# [Required work]
Only lines containing the string "body" belong in the answer; copy all of them from the entries.

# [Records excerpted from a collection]
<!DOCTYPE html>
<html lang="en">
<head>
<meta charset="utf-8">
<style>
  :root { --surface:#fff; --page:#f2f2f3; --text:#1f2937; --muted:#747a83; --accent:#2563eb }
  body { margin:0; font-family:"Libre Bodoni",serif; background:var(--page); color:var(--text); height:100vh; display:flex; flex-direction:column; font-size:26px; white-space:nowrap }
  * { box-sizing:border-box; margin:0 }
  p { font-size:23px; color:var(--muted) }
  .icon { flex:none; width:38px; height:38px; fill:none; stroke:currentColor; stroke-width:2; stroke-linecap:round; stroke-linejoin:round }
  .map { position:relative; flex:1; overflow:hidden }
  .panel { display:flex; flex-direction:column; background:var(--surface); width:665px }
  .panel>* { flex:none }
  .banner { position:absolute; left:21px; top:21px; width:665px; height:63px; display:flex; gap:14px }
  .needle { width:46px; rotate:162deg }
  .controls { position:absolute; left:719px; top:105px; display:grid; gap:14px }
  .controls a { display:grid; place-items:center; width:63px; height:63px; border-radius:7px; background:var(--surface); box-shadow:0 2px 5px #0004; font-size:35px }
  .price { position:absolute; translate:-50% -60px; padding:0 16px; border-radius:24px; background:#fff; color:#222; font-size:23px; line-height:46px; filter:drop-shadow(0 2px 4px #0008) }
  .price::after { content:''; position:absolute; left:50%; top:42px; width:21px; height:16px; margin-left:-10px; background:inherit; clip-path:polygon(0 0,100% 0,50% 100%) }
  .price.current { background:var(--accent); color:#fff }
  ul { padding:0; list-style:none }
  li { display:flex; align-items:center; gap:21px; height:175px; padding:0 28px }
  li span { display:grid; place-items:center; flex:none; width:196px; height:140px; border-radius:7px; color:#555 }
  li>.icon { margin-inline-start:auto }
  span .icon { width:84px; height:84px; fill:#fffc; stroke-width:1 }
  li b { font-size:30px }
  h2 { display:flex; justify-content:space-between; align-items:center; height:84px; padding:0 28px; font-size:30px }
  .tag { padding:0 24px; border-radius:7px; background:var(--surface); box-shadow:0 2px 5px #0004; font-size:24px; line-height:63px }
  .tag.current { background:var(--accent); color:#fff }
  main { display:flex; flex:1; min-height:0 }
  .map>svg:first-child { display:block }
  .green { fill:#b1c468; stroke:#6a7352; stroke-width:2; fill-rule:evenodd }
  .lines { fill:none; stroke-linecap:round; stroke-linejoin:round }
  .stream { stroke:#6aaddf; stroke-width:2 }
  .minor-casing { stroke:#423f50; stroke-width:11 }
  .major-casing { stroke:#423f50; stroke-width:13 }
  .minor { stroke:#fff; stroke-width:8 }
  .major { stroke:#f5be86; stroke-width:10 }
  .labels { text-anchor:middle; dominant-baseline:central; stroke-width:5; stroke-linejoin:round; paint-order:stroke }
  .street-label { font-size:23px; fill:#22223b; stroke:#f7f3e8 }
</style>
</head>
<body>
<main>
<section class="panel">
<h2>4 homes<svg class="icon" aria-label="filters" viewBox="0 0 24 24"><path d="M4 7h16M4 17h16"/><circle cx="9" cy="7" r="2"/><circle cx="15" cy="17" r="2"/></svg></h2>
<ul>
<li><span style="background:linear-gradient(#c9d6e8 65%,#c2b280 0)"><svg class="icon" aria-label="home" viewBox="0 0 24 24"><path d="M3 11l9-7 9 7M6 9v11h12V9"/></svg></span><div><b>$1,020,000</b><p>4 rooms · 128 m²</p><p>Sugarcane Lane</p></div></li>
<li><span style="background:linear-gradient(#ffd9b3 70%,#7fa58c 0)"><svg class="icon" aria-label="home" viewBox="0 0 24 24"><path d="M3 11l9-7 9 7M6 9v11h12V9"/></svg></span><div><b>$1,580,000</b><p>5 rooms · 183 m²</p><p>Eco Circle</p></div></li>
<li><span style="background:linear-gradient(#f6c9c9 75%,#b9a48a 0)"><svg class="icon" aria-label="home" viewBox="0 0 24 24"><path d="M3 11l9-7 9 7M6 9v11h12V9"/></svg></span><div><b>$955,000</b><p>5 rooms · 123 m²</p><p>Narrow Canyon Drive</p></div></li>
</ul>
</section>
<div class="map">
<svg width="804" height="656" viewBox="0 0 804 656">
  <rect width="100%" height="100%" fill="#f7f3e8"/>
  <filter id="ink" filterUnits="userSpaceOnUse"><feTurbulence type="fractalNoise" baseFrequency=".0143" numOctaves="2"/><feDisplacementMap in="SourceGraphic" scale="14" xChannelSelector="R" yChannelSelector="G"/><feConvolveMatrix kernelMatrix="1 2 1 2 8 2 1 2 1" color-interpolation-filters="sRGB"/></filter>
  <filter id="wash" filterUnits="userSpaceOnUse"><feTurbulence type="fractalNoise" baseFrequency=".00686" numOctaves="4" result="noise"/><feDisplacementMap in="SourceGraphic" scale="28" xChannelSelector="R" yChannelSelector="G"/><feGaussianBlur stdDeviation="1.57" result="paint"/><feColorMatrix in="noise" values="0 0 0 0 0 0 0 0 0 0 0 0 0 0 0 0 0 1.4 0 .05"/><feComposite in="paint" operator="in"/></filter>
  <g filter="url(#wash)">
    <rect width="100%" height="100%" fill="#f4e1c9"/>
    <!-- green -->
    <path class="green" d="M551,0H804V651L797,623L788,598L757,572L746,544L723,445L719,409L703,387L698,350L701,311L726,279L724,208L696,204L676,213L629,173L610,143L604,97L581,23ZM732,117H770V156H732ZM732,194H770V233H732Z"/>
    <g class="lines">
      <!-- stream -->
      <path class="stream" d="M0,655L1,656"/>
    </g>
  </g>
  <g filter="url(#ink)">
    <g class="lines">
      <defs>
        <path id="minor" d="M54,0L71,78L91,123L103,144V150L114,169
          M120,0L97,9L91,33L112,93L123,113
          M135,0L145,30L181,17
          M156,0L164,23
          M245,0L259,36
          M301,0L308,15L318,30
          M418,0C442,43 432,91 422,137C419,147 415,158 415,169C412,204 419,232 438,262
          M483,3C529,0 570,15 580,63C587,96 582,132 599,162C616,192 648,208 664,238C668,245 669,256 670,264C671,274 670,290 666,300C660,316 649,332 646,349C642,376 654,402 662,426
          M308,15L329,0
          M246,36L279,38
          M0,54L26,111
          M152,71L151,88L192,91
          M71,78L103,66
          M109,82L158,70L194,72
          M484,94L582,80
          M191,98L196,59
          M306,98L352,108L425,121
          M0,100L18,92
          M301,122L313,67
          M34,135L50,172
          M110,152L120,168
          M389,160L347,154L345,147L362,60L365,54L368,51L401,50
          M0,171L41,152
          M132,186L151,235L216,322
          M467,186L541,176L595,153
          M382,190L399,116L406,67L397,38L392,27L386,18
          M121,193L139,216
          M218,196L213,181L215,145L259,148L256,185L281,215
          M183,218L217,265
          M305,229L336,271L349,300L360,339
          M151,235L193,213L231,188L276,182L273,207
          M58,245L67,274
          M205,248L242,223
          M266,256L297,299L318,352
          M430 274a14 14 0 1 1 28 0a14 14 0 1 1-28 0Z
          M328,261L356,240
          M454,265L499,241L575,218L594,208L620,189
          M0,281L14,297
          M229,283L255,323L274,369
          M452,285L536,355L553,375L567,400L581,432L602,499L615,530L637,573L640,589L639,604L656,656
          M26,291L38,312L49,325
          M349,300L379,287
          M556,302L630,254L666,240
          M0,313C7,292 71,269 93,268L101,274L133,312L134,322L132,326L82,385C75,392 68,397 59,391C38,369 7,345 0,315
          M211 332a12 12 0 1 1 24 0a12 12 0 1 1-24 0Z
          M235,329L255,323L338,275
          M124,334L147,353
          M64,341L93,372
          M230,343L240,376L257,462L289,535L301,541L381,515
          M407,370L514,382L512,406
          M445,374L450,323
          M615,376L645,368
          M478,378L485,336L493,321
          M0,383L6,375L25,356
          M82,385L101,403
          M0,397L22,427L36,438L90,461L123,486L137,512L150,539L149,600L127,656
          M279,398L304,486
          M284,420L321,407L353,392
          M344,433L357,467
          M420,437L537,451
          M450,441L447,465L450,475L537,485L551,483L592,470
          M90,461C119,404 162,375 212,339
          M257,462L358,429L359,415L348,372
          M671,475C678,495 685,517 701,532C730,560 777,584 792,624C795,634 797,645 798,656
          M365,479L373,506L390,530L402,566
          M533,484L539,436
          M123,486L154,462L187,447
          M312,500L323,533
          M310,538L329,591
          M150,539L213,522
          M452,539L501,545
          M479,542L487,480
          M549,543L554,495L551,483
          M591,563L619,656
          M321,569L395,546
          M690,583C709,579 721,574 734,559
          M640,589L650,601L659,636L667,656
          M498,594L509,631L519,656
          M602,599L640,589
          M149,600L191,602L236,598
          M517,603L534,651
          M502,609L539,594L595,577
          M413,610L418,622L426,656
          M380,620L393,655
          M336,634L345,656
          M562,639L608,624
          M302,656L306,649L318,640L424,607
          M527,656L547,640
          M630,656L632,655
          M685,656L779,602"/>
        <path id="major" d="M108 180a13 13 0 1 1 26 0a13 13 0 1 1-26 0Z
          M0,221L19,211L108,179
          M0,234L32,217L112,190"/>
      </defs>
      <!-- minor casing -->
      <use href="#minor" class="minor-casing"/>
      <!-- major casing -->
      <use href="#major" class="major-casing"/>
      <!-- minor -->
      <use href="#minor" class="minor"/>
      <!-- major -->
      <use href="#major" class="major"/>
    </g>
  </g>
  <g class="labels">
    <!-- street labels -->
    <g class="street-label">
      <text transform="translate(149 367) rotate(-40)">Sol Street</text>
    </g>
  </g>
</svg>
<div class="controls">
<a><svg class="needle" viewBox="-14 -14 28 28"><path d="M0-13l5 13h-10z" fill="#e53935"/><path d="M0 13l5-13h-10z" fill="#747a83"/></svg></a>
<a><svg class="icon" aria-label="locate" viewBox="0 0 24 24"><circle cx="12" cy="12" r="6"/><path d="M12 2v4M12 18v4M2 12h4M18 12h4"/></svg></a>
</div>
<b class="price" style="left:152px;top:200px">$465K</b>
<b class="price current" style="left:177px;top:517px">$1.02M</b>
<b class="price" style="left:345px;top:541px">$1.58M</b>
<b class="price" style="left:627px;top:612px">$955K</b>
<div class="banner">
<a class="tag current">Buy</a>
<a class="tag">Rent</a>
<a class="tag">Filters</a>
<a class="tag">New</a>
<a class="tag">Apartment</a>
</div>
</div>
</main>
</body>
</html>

# [Your solution]
  body { margin:0; font-family:"Libre Bodoni",serif; background:var(--page); color:var(--text); height:100vh; display:flex; flex-direction:column; font-size:26px; white-space:nowrap }
<body>
</body>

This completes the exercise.